The feature extraction component 12 as shown in FIG. 1 includes
processing blocks 20, 22, 24, 26 and 28. Image decomposition block
20 transforms an input image into the Lab color space and
decomposes it into luminance L and chrominance C=(a,b) components.
Estimation of color distribution block 22 uses both L and C maps
for color distribution estimation and extraction of color features,
i.e., performs feature extraction along the color-based Dimensions
1 and 4. Pattern map generation block 24 uses color features
extracted in block 22 to build the achromatic pattern map. Texture
primitive extraction and estimation blocks 26 and 28 use the
achromatic pattern map to estimate the spatial distribution of
texture primitives, i.e., to perform feature extraction along
texture-based Dimensions 2 and 3.
The similarity measurement component 12 finds similar patterns
using the rules from the grammar G. The similarity measurement
component 12 accesses an image database 30, and includes a
similarity judging block 32. Given an input image A, which may be
submitted or selected as part of a user query Q, for a designated
set of the images in the database 30, rules R.sub.1 through R.sub.4
are applied and corresponding distance measures are computed. Then,
depending on the query Q, a set of best matches is found.

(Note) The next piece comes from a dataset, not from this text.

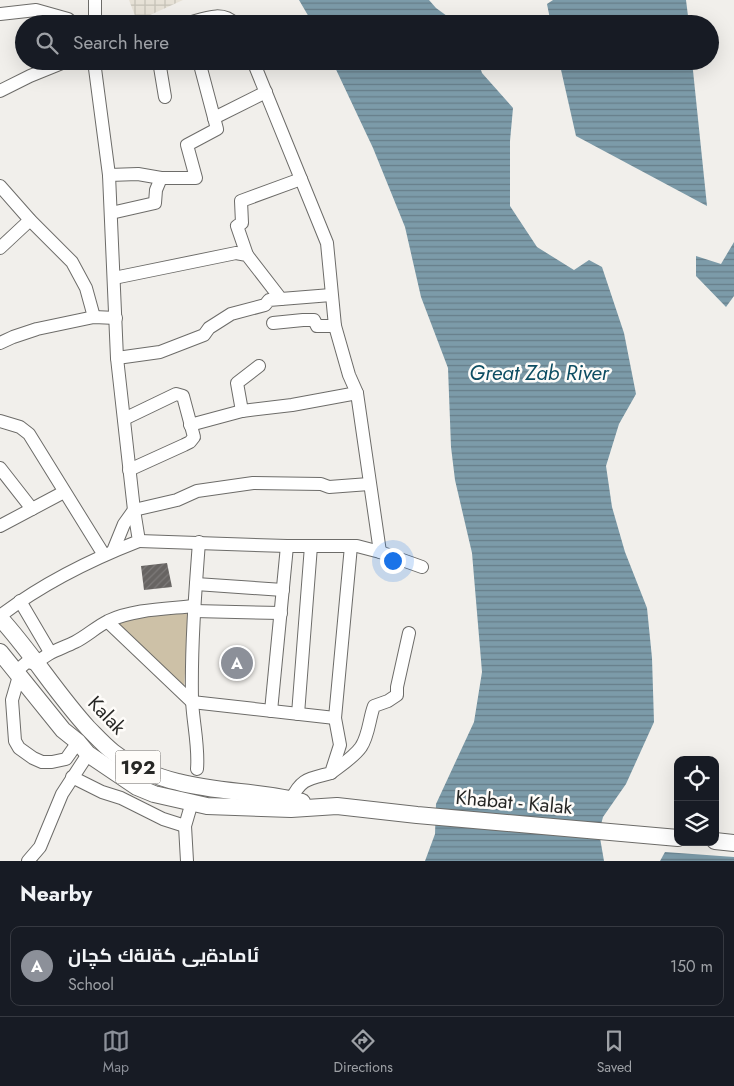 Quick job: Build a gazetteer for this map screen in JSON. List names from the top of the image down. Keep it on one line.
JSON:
{"streets":{"main road":["Kalak","192","Khabat - Kalak"]},"crossings":[["Kalak","192"],["Kalak","Khabat - Kalak"],["192","Khabat - Kalak"]],"water":["Great Zab River"],"page":{"search":"Search here","pins":"A","heading":"Nearby","list":[{"mark":"A","name":"ئامادةيى كةلةك كچان","note":"School","value":"150 m"}],"nav":["Map","Directions","Saved"]}}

3.0 Feature Extraction Based on Color Information
The feature extraction based on color information will now be
described in greater detail with reference to FIG. 2. FIG. 2 shows
the processing of color information, as distinguished from texture
information, in the system 10 of FIG. 1. Since color representation
is used in the FIG. 1 system both for the extraction of
color-related dimensions (color features), and for the construction
of the achromatic pattern map (used later in texture processing),
the feature extraction component 12 generates a compact,
perceptually-based color representation. As shown in FIG. 2, this
representation is generated and processed using processing blocks
40, 42, 44 and 46. In block 40, the input image is transformed into
the Lab color space. This block corresponds to the image
decomposition block 20 of FIG. 1. In block 42, which may be viewed
as an element of block 22 of FIG. 1, a color distribution is
determined using a vector quantization-based histogram technique
which involves reading a color codebook. Block 44, which also may
be viewed as an element of block 22, extracts significant color
features from the histogram generated in block 42. Block 46, which
may be viewed as an element of the similarity judging block 32,
then performs a color distance calculation to determine the
perceptual similarity between the determined color distribution and
the corresponding distribution of an image from the database
30.
3.1 Image Conversion
The conversion of the input image from RGB to Lab color space in
block 40 of FIG. 2 will now be described in greater detail. An
important decision to be made in deriving a color feature
representation is which color space to use. In order to produce a
system that performs in accordance with human perception, a
representation based on human color matching may be used. CIE Lab
is such a color space, and is described in G. Wyszecki and W. S.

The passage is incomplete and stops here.